Go through the records below and return each line that has "width" in it.

---------- DATA TO USE ----------

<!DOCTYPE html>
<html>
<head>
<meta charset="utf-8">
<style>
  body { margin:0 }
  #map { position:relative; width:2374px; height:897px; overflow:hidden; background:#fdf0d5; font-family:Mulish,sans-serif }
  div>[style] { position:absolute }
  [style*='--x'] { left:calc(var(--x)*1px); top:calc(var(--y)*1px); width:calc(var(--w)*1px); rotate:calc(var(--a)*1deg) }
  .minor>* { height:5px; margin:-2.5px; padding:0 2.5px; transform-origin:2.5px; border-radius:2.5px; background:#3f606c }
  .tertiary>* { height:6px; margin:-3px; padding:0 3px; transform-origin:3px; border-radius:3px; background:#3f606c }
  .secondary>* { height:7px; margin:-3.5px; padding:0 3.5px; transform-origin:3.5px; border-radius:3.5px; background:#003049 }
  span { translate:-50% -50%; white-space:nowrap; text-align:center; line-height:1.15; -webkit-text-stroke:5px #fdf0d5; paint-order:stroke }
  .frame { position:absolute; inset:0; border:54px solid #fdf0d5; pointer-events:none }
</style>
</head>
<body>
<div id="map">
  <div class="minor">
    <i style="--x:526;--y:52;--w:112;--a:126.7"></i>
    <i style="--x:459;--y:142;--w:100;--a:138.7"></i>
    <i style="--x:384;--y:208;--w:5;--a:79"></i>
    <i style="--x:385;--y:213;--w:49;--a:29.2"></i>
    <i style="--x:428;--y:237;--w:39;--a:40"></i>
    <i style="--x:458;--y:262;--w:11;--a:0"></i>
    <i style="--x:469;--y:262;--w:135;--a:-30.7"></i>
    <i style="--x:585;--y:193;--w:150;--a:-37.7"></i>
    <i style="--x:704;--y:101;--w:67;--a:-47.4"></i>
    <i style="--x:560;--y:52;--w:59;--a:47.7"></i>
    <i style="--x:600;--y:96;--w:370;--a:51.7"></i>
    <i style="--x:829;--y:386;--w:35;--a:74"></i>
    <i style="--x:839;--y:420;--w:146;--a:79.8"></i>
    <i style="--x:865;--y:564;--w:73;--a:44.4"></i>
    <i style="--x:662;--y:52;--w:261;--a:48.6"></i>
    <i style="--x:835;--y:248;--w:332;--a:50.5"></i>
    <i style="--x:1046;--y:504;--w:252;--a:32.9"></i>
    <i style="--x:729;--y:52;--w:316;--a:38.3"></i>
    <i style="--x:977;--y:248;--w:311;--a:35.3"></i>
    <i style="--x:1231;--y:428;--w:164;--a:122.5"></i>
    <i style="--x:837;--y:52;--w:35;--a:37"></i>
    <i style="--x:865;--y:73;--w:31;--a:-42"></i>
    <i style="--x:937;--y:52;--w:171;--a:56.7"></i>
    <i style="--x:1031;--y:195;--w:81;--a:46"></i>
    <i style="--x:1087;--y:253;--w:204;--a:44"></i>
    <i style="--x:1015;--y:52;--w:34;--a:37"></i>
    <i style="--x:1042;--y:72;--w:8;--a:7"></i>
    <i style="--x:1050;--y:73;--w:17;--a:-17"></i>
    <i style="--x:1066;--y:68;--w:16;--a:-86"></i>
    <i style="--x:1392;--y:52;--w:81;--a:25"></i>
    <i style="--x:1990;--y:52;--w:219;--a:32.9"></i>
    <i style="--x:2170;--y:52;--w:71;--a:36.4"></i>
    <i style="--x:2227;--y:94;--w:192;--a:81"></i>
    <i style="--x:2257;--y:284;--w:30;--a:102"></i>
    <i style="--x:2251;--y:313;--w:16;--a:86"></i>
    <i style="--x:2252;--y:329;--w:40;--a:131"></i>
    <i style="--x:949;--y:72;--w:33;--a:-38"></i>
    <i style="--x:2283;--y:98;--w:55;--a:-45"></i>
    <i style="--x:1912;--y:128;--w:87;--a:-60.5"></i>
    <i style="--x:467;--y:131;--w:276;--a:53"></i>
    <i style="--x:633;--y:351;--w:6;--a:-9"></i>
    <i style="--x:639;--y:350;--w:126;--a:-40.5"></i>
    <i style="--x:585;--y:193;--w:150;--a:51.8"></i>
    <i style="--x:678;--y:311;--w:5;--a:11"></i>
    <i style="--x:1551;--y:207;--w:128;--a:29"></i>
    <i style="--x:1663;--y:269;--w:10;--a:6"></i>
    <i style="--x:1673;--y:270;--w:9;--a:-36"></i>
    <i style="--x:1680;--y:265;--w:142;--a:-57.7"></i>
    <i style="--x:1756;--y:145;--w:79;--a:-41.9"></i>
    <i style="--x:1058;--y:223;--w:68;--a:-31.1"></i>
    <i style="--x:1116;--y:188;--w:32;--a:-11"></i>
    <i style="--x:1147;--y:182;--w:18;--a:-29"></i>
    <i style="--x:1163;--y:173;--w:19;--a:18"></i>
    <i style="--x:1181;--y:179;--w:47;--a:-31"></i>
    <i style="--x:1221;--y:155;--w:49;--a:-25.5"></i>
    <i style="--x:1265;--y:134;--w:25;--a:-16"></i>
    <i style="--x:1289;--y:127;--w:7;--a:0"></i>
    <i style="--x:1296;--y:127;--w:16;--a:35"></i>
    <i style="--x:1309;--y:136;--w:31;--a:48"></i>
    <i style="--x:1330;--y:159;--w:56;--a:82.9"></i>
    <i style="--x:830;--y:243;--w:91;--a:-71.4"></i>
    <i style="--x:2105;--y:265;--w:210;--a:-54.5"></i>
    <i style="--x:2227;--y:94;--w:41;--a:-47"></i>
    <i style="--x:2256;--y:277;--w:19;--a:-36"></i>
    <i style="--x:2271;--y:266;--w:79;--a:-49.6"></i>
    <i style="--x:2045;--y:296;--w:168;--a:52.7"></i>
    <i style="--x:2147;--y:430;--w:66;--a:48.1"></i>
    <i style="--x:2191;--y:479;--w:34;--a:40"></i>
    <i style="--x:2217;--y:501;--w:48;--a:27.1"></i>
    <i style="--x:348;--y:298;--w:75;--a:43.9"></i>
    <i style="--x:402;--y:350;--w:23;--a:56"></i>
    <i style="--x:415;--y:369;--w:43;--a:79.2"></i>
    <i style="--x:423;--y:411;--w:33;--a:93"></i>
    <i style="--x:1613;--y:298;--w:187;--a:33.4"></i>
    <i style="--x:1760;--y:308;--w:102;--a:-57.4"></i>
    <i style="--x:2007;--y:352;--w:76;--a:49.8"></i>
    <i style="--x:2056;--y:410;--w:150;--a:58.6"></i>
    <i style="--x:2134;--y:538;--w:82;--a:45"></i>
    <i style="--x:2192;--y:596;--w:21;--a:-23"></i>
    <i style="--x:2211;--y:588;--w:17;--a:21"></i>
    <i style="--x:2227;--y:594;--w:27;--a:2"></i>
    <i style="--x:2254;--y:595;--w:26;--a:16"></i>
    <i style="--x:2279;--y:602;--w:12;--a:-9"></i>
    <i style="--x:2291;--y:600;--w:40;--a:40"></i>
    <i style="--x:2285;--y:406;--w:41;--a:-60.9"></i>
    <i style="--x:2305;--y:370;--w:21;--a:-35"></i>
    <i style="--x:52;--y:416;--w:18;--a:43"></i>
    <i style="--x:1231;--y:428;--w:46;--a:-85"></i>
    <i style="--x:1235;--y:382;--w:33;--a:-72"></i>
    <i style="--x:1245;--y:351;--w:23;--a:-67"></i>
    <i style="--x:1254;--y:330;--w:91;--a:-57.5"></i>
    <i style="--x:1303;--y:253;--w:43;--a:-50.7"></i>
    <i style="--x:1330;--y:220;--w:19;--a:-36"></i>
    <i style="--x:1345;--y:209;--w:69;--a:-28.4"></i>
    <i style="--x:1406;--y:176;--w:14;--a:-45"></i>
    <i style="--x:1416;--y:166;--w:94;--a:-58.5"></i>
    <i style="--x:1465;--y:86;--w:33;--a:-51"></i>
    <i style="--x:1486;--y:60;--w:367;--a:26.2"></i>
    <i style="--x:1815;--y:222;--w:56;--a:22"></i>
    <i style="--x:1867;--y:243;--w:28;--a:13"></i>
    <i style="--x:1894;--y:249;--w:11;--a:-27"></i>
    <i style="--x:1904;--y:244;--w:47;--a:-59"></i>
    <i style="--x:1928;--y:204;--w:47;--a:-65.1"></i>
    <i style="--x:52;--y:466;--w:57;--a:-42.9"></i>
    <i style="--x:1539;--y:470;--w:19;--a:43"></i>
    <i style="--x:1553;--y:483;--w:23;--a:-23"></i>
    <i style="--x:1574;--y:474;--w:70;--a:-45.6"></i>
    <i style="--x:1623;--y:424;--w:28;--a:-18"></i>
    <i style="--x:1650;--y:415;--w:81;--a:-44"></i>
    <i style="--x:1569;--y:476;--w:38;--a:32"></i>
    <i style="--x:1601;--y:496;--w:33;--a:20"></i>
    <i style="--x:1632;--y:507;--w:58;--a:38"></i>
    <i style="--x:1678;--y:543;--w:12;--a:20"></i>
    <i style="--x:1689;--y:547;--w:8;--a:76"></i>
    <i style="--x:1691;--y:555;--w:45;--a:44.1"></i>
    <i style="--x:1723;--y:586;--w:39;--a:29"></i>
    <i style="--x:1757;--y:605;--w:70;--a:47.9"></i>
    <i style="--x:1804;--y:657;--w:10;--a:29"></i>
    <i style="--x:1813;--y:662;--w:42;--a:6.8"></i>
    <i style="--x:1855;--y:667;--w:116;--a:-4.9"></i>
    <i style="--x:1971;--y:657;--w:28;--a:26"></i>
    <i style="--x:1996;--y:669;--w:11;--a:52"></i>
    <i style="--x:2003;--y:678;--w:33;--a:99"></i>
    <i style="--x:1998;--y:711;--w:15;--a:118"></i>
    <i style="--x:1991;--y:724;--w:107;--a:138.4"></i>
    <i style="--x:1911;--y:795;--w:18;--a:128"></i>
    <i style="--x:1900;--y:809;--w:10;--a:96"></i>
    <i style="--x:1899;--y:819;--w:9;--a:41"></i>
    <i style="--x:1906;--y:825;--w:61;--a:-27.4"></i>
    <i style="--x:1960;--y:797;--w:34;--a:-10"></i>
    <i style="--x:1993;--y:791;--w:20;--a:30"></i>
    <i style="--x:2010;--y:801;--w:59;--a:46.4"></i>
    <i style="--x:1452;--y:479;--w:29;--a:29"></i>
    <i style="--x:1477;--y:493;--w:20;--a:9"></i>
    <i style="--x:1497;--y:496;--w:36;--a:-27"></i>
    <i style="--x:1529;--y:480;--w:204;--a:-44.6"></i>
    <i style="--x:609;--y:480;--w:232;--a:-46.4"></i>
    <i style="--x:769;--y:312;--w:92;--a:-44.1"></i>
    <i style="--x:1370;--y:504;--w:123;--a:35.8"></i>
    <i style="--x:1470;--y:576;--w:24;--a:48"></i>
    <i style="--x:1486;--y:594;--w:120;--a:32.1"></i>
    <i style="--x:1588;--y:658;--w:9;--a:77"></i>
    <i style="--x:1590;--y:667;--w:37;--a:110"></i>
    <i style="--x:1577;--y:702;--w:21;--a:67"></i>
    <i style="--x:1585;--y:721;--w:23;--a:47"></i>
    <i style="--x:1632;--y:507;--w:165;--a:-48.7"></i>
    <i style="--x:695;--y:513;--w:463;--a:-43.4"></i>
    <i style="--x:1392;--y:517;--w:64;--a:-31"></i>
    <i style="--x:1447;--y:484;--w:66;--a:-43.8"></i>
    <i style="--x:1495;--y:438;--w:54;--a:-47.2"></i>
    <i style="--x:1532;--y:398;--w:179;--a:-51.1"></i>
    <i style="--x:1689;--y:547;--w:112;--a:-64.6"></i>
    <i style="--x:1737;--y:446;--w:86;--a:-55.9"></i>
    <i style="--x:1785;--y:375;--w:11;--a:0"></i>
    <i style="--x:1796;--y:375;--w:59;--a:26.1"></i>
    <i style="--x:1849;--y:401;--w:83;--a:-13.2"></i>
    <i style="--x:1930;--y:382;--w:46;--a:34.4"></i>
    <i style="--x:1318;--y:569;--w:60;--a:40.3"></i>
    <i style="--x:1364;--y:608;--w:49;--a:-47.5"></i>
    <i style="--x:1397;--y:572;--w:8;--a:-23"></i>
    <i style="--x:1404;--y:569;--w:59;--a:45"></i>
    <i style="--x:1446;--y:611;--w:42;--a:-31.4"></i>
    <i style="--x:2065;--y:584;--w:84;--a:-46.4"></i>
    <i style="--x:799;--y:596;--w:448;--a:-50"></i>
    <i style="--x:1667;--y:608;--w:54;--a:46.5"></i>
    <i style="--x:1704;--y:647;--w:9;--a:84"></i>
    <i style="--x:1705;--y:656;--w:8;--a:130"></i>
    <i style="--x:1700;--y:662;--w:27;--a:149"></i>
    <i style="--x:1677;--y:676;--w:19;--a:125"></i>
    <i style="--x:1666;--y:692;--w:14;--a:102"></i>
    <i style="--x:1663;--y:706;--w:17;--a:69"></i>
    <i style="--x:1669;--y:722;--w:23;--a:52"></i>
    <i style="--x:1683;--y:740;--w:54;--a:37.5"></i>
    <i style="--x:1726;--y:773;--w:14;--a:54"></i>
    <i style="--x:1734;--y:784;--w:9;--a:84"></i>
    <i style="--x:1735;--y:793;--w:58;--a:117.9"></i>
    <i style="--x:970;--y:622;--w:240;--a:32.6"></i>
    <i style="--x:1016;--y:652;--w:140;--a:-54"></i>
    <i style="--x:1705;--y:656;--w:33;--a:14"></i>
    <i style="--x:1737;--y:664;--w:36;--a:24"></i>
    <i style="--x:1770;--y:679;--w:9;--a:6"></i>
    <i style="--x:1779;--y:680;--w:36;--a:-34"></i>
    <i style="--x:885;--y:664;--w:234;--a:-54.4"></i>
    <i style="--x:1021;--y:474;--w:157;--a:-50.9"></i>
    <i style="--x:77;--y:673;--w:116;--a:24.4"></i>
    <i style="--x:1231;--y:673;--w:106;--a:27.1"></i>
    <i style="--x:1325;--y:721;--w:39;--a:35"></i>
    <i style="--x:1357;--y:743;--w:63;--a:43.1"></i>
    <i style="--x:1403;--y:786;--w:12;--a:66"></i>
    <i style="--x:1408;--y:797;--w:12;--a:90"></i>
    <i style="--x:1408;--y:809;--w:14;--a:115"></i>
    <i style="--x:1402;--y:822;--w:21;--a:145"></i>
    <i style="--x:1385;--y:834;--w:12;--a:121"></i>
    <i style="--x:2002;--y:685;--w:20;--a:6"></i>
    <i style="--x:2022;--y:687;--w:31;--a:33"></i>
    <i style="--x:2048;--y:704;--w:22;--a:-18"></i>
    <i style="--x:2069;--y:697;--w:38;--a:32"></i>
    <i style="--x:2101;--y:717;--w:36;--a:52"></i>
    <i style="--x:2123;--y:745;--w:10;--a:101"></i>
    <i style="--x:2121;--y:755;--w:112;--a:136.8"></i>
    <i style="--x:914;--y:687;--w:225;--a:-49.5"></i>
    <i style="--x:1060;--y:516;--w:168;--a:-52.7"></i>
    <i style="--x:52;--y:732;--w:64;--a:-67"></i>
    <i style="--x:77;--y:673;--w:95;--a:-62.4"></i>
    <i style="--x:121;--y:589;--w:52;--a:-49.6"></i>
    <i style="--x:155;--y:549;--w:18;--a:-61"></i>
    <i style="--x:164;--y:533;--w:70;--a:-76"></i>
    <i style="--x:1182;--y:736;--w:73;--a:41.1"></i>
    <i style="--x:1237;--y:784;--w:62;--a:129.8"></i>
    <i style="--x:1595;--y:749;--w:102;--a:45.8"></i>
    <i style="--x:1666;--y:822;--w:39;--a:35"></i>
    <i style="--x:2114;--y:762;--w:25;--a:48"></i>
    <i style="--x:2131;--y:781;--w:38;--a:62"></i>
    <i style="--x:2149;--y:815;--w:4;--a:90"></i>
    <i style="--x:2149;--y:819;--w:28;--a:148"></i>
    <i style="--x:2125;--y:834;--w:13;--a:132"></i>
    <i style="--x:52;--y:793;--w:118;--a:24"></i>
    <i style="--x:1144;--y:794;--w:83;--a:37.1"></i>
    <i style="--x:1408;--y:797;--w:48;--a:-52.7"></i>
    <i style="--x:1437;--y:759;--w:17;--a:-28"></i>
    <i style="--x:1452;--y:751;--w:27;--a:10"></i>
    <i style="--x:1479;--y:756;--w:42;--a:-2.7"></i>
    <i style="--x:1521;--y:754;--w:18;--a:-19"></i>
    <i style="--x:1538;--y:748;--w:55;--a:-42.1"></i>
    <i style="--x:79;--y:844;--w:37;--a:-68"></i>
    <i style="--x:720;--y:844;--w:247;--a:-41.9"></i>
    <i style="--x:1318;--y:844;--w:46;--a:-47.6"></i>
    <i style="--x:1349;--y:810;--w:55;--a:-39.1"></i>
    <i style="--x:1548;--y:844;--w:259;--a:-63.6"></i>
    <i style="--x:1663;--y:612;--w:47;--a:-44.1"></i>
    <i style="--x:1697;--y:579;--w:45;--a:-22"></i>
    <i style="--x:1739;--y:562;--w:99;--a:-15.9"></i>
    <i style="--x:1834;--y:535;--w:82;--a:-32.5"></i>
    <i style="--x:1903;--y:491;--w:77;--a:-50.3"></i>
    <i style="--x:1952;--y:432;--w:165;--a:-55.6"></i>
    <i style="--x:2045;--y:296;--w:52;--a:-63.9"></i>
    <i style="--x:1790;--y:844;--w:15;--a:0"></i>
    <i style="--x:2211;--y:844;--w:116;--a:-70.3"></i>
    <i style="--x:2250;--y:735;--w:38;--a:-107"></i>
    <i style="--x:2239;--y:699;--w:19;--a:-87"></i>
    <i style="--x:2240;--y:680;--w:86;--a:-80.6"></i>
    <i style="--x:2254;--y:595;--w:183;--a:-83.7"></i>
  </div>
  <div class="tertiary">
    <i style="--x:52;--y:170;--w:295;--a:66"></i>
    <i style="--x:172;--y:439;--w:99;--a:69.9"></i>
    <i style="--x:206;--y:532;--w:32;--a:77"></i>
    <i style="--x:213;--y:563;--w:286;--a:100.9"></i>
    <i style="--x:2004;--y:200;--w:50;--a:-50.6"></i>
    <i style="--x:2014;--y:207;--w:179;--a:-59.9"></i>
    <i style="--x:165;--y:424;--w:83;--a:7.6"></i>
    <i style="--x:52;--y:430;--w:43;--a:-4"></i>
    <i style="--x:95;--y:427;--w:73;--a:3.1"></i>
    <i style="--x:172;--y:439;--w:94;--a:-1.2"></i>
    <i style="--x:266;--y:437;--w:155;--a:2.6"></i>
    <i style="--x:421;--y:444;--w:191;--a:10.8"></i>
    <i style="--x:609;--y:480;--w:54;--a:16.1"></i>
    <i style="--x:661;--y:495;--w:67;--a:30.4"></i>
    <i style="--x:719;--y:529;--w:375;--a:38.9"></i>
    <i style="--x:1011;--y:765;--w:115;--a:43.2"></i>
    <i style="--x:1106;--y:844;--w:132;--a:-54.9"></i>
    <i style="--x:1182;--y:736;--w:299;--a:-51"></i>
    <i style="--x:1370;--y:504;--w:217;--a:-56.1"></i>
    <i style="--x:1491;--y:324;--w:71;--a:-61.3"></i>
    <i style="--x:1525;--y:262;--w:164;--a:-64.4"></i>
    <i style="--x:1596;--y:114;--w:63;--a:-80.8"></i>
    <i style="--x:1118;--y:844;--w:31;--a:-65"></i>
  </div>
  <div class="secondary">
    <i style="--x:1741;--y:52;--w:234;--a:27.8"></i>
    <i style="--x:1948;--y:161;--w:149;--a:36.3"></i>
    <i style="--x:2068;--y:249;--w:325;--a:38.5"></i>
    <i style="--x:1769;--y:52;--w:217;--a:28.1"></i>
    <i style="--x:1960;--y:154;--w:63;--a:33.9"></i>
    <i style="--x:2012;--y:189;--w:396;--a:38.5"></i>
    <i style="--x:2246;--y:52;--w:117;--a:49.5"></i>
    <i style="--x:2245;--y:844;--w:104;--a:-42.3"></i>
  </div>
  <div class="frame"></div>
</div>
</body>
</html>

----------

• **REPLY TO THE EXERCISE**:
  #map { position:relative; width:2374px; height:897px; overflow:hidden; background:#fdf0d5; font-family:Mulish,sans-serif }
  [style*='--x'] { left:calc(var(--x)*1px); top:calc(var(--y)*1px); width:calc(var(--w)*1px); rotate:calc(var(--a)*1deg) }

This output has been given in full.